The
Cup of Silence
Rosemary & Thyme
Music is the wine
that fills it. Blake? Wordsworth? King Crimson, setting up (by way of The
Real Thing) ten-pound wine in hundred-pound bottles, the motive for murder.
The innkeeper
corks his own, the critic Angus Fairley quaffs the
brew and might spill the beans. The inn’s a venerable ruin restored but
still favored by film buffs who spill at the drop of a hat the treasure trove
in the can, Dance of the Viper Woman (Dennis Quilley as Sherlock Holmes,
Cecil Parker murdered), The Many Loves of Genghis Khan (dir. Vernon
Sewell), The Body in the Boot (Hazel Court, 1962).
The Land Rover
breaks down, the vineyard has weeds, the spice girls pull them for a
mechanic’s pay till Rosemary mounts a steam apparatus on a mower.
Ebenezer Scrooge
has the name on the door of the critic’s suite at the inn of filmdom.
Chains and groaning in the attic are piped up from the cellar where the
laundry’s dumped and lugged to a winch. Down there the corking apparatus
is uncovered.
In a Monastery Garden
Rosemary & Thyme
On the surface, a
“detached-center maze”, in that the two murders are unconnected.

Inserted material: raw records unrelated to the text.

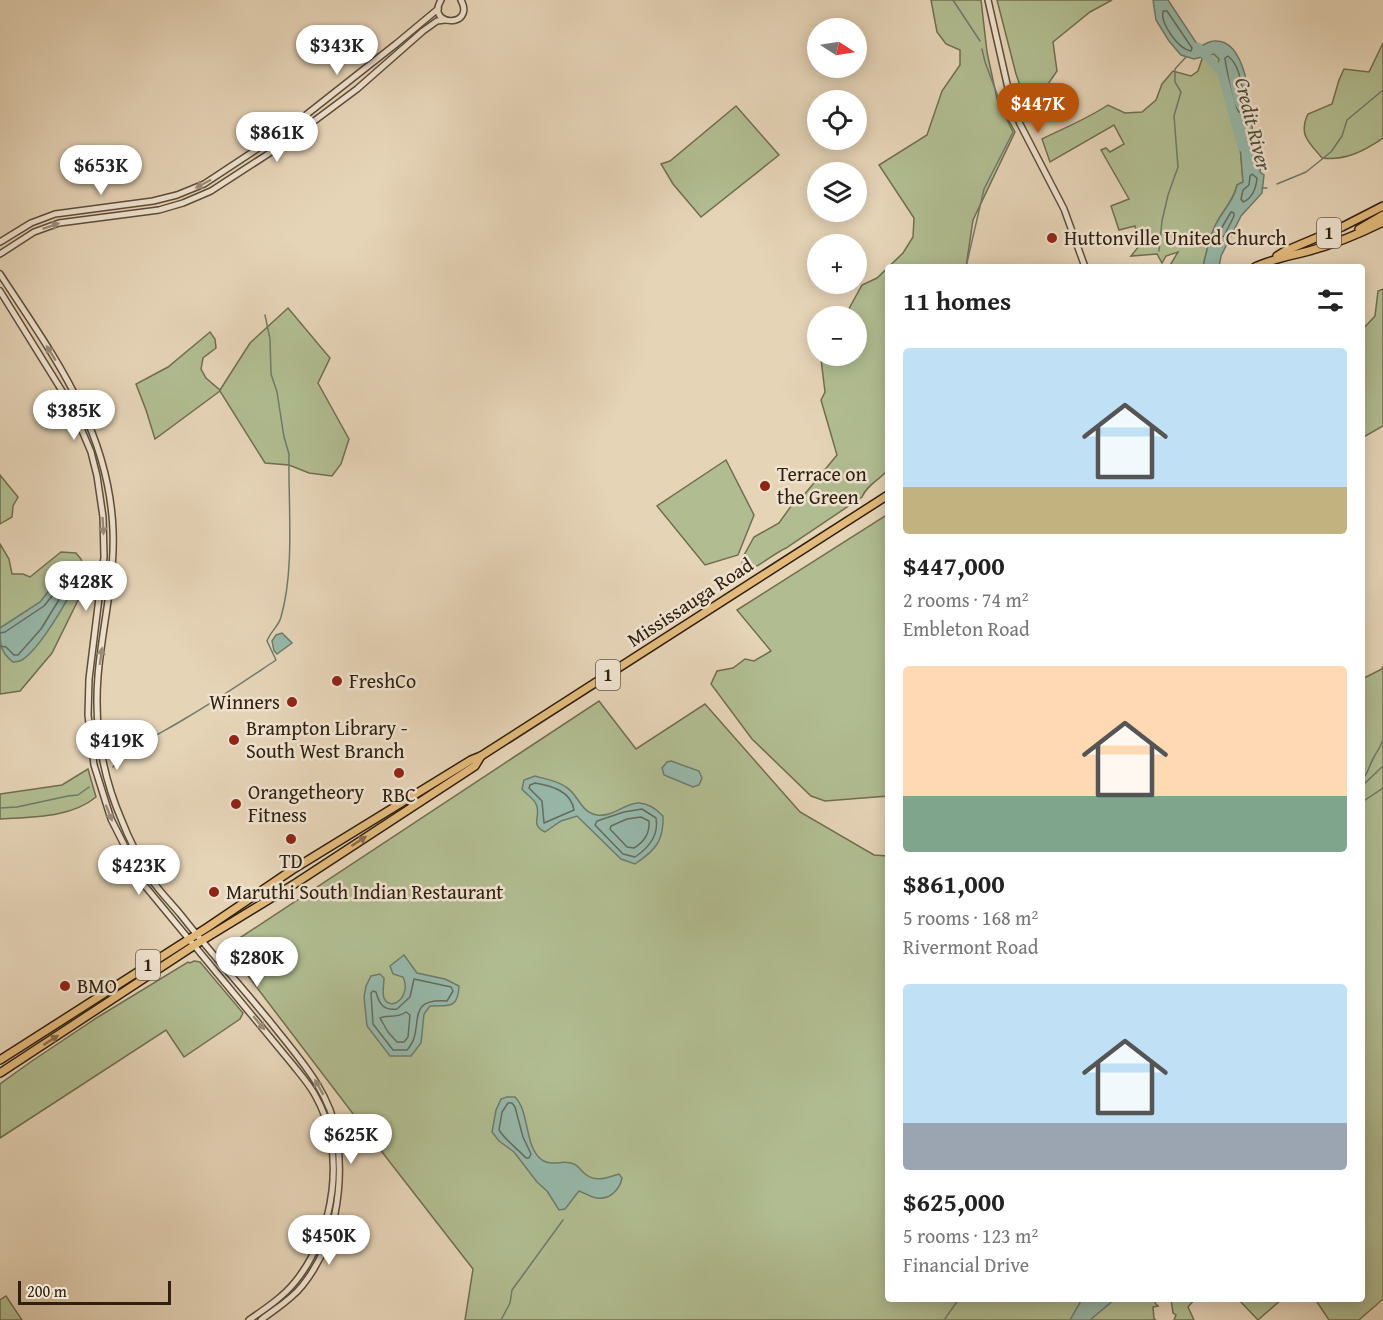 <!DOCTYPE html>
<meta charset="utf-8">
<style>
body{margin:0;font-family:"Gentium Book Plus",serif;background:#f6f6f6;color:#222;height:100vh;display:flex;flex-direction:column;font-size:22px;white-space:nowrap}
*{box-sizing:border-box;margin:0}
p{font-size:20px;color:#767676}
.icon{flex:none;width:33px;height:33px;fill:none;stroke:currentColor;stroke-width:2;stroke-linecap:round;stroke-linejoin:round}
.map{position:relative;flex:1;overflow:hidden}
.sheet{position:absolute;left:885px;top:264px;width:480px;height:1038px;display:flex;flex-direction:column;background:#fff;border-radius:6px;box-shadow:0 3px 15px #0003}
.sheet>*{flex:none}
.needle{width:39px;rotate:102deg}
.controls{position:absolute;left:807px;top:18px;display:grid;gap:12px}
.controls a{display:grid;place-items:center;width:60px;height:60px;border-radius:50%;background:#fff;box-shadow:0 3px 15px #0003;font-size:30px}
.scale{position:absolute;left:18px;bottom:15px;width:153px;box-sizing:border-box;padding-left:6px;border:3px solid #302010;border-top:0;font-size:16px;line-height:21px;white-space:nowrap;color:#302010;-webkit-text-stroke:4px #efe3d0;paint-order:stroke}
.price{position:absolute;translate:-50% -51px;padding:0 14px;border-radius:21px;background:#fff;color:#222;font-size:20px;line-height:39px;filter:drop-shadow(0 2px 3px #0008)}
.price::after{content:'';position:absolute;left:50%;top:36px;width:18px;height:14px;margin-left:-9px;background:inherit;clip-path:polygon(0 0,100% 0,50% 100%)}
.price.current{background:#b45309;color:#fff}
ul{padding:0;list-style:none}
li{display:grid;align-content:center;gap:12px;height:318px;padding:0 18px}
li span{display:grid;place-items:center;height:186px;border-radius:6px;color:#555}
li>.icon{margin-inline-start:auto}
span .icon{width:108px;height:108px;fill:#fffc;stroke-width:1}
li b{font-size:26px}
h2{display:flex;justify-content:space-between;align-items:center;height:72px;padding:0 18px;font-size:26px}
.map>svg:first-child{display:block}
</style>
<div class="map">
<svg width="1383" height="1320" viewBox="0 0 1383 1320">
<rect width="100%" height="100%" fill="#e6d4b7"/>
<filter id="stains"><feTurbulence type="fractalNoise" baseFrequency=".00333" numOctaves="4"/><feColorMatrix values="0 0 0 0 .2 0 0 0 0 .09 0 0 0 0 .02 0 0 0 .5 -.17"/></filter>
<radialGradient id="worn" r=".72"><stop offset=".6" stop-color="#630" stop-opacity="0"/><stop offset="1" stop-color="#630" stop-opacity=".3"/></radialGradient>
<g fill="#b1bd91" stroke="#706e50" stroke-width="1.5">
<path d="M 931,0 L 981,0 L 987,52 L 997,99 L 1015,132 L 973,220 L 966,267 L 888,267 L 888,470 C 879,480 867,485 862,497 L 786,548 C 771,555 758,569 741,572 L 743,557 L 754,537 L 779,523 L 794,502 L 804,495 L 837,455 L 821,400 L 825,392 L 821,359 L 824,356 L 856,356 L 856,316 L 845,316 L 862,285 L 877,278 L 903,253 L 913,237 L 914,218 L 879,165 L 927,135 L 942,91 L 960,65 L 960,50 L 946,44 L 937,32 Z"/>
<polygon points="997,0 1112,0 1090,12 1053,42 1057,71 1044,90 1025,100 1016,74"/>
<path d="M 1383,43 L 1383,138 C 1364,151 1345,161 1322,158 C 1309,142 1298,135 1308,114 L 1332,104 L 1339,80 L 1344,69 L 1369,72 Z"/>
<path d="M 1214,54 L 1219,59 L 1218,64 L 1224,78 L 1228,106 L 1238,121 L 1243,182 L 1237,185 C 1234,201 1222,211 1215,226 C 1209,239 1206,253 1203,267 L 1169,267 L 1178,252 L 1166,256 L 1162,263 L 1157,254 L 1131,256 L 1139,246 L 1135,226 L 1119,230 L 1111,206 L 1129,199 L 1101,150 L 1106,148 L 1110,152 L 1124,144 L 1114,125 L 1050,162 L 1042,139 C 1064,128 1087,119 1108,105 L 1125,113 L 1142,112 L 1156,100 L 1162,84 L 1173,71 L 1191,76 L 1198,71 L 1203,56 Z"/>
<polygon points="736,106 779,155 701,217 673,184 661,164 670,161"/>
<polygon points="1383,289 1383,426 1362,438 1362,330 1375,316 1378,291"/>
<polygon points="288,308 330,358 318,383 349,439 341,464 332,476 309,473 289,465 265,463 220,391 155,439 146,410 136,384 168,367 210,332 215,339 216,348 203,358 201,369 206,378 220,390 250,343"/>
<polygon points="726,460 754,515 738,555 705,565 657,506"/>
<polygon points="0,475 18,497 13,506 12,517 0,524"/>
<polygon points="888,514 888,796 825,801 811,796 752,739 711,684 717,671 733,668 745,659 754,661 771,651 737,610"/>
<polygon points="0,544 9,559 12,574 23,574 30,577 61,552 76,553 81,559 88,580 52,653 20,691 0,694"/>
<polygon points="1383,666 1383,1299 1359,1320 1329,1320 1315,1299 1362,1299 1362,679 1382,669"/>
<polygon points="599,701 636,749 705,704 800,812 874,855 888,856 888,1299 1156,1299 1155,1303 1158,1306 1153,1307 1154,1319 1156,1320 465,1320 473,1269 389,1161 226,947"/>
<path d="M 88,769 L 96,797 C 71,818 31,817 0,819 L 0,794 L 62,785 Z"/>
<polygon points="194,961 200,962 243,1013 240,1019 184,1057 166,1030 0,1138 0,1084 32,1061 98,1017 188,962 190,963"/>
<polygon points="6,1296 22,1320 0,1320 0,1300"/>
<polygon points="1171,1299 1195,1299 1188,1307 1194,1320 1174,1320 1176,1315 1173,1313"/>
<polygon points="1238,1299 1282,1299 1258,1320"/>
</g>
<g fill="#97b8aa" stroke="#6e7b6c" stroke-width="1.5">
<path d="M 1153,0 L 1168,0 L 1197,44 L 1201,46 C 1205,44 1210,41 1214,41 C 1250,38 1251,116 1253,139 L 1259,145 L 1261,163 L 1260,172 L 1264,175 L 1262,193 L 1241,216 L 1221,256 L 1219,267 L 1203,267 C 1206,253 1209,239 1215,226 C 1222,211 1234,201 1237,185 L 1243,182 L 1238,121 L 1228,106 L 1224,78 L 1218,64 L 1219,59 L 1214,54 L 1194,59 L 1181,55 L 1169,41 L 1156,20 Z"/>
<path d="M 65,570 L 73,573 L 76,578 C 71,598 39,649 22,660 C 20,661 15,662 13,662 C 0,652 0,644 0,628 L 40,602 Z"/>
<polygon points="282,633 292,643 277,654 274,651 272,641 276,635"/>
<polygon points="671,761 699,771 702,778 699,785 693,787 664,775 662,768 667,762"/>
<path d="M 535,776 C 545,779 558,781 566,787 C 579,795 580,812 597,815 C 622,818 633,786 663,816 C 664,840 656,850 635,864 L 621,859 L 577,816 L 561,821 L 545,832 C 529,824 542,817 536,804 C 534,799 526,794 522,789 L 524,780 Z"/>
<path d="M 404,955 L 417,973 L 445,979 L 459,986 C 458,1010 448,1005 430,1006 L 424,1014 L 421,1043 L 411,1056 L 390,1056 L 367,1026 L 364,997 L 366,986 L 371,976 L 380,974 L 384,978 C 384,985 382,993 384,998 C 391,1013 412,996 403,977 L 393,974 L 390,966 Z"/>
<path d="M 507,1097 L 515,1097 C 530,1112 524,1147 542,1160 C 553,1167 563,1159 574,1164 C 579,1166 580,1170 584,1173 C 595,1183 606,1178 619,1174 L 622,1178 C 620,1189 610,1200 597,1198 C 592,1198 585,1193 579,1191 L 565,1209 L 559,1210 L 547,1191 L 537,1182 L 514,1152 L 499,1141 L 492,1132 L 496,1110 L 501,1099 Z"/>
<polygon points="1082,1299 1115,1299 1090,1320 1070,1320"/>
</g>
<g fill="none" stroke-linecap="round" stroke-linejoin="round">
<g stroke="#646c5d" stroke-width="1.5">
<path d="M 1163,11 L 1167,11 L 1192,48 L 1191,51 C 1178,49 1160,23 1163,11 Z"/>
<path d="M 1228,56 C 1242,67 1243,93 1244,110 L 1242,113 L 1239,112 C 1238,111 1234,104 1234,103 C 1232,99 1225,60 1225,58 Z"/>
<path d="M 1252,174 L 1257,178 C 1256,189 1253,198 1243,202 L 1241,199 L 1243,190 L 1249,185 L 1250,176 Z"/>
<polygon points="1231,212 1234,213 1234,216 1224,236 1220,237 1218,234"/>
<polyline points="0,633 5,632 44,606 60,586 65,586 65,590 41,629 18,655 14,655 6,647 0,646"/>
<path d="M 535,783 C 552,786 571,791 574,810 L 544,823 L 542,801 L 529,788 L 530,785 Z"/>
<path d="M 642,809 L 656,818 C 659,835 650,847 635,857 L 623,854 L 595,825 L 597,821 L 624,812 Z"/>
<path d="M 641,817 L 649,821 C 650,833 644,842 634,848 L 627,847 L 610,829 L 611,826 L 627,819 Z"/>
<path d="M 414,979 L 451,987 L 453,991 L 447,1001 C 402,998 427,1028 407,1050 L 393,1050 L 373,1024 L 371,993 L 373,991 L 376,992 C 379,1004 384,1011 397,1009 L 410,997 Z"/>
<path d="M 406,1012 L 410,1015 L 408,1037 L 404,1042 L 397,1042 L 388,1032 L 380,1018 C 387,1014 397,1019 406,1012 Z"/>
<path d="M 508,1103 L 512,1103 L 515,1107 L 523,1137 L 531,1154 L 529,1158 L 526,1158 C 517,1148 506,1141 499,1130 L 502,1112 Z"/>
</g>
<g stroke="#6e7b6c" stroke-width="1.5">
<polyline points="953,0 980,41"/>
<polyline points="1277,184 1306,172 1331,152 1342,136 1347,120 1383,90"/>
<polyline points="1262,188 1267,188"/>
<polyline points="1159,251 1162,221 1168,195 1178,167 1174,116 1181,92 1175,82 1175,69 1186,57"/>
<polyline points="966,267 984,189 1013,132 1006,118 985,62 982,49"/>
<path d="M 113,767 C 132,746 162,733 186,718 C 217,700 246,680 276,660 L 267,641 C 270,632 279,626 281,617 C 295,568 288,505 289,454 L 284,437 L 277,392 L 271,374 L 270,339 L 265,315"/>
<path d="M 1362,779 C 1369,773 1369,765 1374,757 C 1378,749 1380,749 1383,739"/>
<polyline points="1363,785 1383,766"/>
<polyline points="1362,802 1383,788"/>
<polyline points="0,808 17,807 68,796 78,795 89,787"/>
<polyline points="501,1320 510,1303 512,1290 563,1220"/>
<polyline points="944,1320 959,1299"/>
</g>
<polyline stroke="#97b8aa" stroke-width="9" points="1198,47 1222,73 1242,147"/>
<defs>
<g id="minor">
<path d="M 441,0 C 425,27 476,28 461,0"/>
<polyline points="988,0 1010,97 1020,124 1064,209 1085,267"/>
<polyline points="0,242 31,223 55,214 153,201 177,195 204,184 292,126 396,44 438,9"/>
<polyline points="0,254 34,232 59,223 159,210 183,203 211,191 282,145 357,89 423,31 437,21 445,20"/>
<path d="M 0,274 C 53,355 109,429 113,530 C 115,579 102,627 98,676 C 94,726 102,775 122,821 C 129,839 141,862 151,879 C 160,892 171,903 181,915 C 210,952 242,987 272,1024 C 298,1057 330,1091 337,1135 C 344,1187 336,1244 302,1286 C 291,1300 275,1309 261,1320"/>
<path d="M 0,291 L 72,407 L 91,452 L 97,476 L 103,517 L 104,557 L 89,679 L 88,715 L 94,765 L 111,819 L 145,886 L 293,1065 C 300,1074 309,1084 315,1095 C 347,1150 335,1233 295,1282 C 283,1297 265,1309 249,1320"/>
</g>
<g id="major">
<polyline points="1359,229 1383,215"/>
<polyline points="1277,256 1285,251 1342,227 1383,206"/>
<path d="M 1255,267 C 1272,259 1290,256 1309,251 C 1335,244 1359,234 1383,222"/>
<polyline points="0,1060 208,927 292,870 471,760 481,756 888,495"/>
<polyline points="0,1073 201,941 296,883 475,766 481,756"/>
</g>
</defs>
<use href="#minor" stroke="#5e4d3a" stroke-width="8"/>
<use href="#major" stroke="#302010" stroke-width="10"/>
<use href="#minor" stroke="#efe3d0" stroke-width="5"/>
<use href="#major" stroke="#e3ba7c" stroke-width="7"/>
</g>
<defs><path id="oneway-solid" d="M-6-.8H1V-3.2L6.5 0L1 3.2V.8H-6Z" transform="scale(1.5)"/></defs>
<g fill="#998b7a">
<use href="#oneway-solid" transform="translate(203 184) rotate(152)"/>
<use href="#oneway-solid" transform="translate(51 226) rotate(-19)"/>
<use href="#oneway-solid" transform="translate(51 353) rotate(-122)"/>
<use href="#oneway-solid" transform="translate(103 526) rotate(87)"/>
<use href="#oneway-solid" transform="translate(101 656) rotate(-82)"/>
<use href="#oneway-solid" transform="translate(109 813) rotate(69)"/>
<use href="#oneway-solid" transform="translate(259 1023) rotate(50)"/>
<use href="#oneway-solid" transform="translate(319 1087) rotate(-119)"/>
</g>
<g fill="#8a6d46">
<use href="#oneway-solid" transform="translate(359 841) rotate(-33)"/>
<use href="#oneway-solid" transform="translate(51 1040) rotate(-33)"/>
</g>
<g fill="#8f2418" stroke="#efe3d0" stroke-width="2">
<circle cx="1052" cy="238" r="6"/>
<circle cx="765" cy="486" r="6"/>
<circle cx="337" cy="681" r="6"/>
<circle cx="292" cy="702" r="6"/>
<circle cx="234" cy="740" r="6"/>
<circle cx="399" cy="773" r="6"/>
<circle cx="236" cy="804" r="6"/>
<circle cx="291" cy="839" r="6"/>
<circle cx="214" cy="892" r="6"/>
<circle cx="65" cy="986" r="6"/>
</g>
<g text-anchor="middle" stroke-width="5" stroke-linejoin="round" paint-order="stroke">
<g fill="#efe3d0" stroke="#695a4a" stroke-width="1.5">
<rect x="1317" y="218" width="24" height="30" rx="4.5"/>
<rect x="596" y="660" width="24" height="30" rx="4.5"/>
<rect x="136" y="950" width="24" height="30" rx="4.5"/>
</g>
<g font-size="18" font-weight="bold" fill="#302010">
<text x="1329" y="239">1</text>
<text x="608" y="681">1</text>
<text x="148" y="971">1</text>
</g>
<g font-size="20" fill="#302010" stroke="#efe3d0" text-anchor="start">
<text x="1064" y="245">Huttonville United Church</text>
<text x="777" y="481">Terrace on<tspan x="777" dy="23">the Green</tspan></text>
<text x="349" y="688">FreshCo</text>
<text x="280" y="709" text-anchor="end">Winners</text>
<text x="246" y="735">Brampton Library -<tspan x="246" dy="23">South West Branch</tspan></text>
<text x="248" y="799">Orangetheory<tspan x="248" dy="23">Fitness</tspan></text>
<text x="399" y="802" text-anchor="middle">RBC</text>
<text x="291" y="868" text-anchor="middle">TD</text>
<text x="226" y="899">Maruthi South Indian Restaurant</text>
<text x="77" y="993">BMO</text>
</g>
<g font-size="20" fill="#302010" stroke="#efe3d0">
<text transform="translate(690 602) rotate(-33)" y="7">Mississauga Road</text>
</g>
<g font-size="21" font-style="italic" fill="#4f4e3e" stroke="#efe3d0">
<text transform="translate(1253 124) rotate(76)" y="7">Credit River</text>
</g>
</g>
<rect width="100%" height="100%" filter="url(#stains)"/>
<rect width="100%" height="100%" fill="url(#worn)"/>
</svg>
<div class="controls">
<a><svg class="needle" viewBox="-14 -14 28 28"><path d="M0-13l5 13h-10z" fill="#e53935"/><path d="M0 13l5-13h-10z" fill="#767676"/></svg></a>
<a><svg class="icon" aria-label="locate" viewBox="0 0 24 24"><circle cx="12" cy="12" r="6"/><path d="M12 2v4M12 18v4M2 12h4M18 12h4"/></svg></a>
<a><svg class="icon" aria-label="layers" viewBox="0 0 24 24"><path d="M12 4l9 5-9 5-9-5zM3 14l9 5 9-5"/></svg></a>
<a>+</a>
<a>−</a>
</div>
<div class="scale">200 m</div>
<b class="price" style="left:337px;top:76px">$343K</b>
<b class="price current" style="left:1038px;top:134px">$447K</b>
<b class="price" style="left:277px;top:163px">$861K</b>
<b class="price" style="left:101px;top:196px">$653K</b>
<b class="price" style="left:74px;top:441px">$385K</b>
<b class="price" style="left:86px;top:612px">$428K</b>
<b class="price" style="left:117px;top:771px">$419K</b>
<b class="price" style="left:139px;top:896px">$423K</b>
<b class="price" style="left:257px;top:988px">$280K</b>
<b class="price" style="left:351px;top:1165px">$625K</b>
<b class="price" style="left:329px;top:1266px">$450K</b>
<section class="sheet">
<h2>11 homes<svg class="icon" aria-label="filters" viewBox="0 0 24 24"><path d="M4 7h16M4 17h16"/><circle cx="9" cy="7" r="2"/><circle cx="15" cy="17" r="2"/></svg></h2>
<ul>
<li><span style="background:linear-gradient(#bfe0f5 75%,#c2b280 0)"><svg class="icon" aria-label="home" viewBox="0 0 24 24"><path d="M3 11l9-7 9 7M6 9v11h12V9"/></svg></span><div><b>$447,000</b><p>2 rooms · 74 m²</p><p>Embleton Road</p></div></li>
<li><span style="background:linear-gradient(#ffd9b3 70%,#7fa58c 0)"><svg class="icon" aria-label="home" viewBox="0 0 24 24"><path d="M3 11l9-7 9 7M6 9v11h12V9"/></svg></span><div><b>$861,000</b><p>5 rooms · 168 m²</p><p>Rivermont Road</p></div></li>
<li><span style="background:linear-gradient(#bfe0f5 75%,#9aa5b1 0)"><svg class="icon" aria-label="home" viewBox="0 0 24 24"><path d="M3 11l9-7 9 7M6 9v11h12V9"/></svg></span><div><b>$625,000</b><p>5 rooms · 123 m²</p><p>Financial Drive</p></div></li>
</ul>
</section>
</div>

The arcane mysteries of the script make it all one.
Canon Matheson is
supposed to have died in the Holy Land three years before, actually his wife
put his body in the garden well. She and her new husband manage the gift shop.
Financial
irregularities having necessitated a bishop’s visitation, things are
looking bleak for the cathedral’s millennium. On top of that, the
organist injures the dean in a hit-and-run accident, leaving the old boy on
crutches. A girl witnesses this, and blackmails the organist.
He leaves a boy
in the loft and meets her before evening service. There is a misunderstanding,
he knocks her down against a statue of St. Anthony, killing her.
The well is
unsealed and centered, the garden is sorted out in time for the Queen’s
visit.
Farnham’s
views of the cathedral rise to an eminence from the street and the
nearly-finished garden, with a fine Proustian long shot pour la bonne bouche.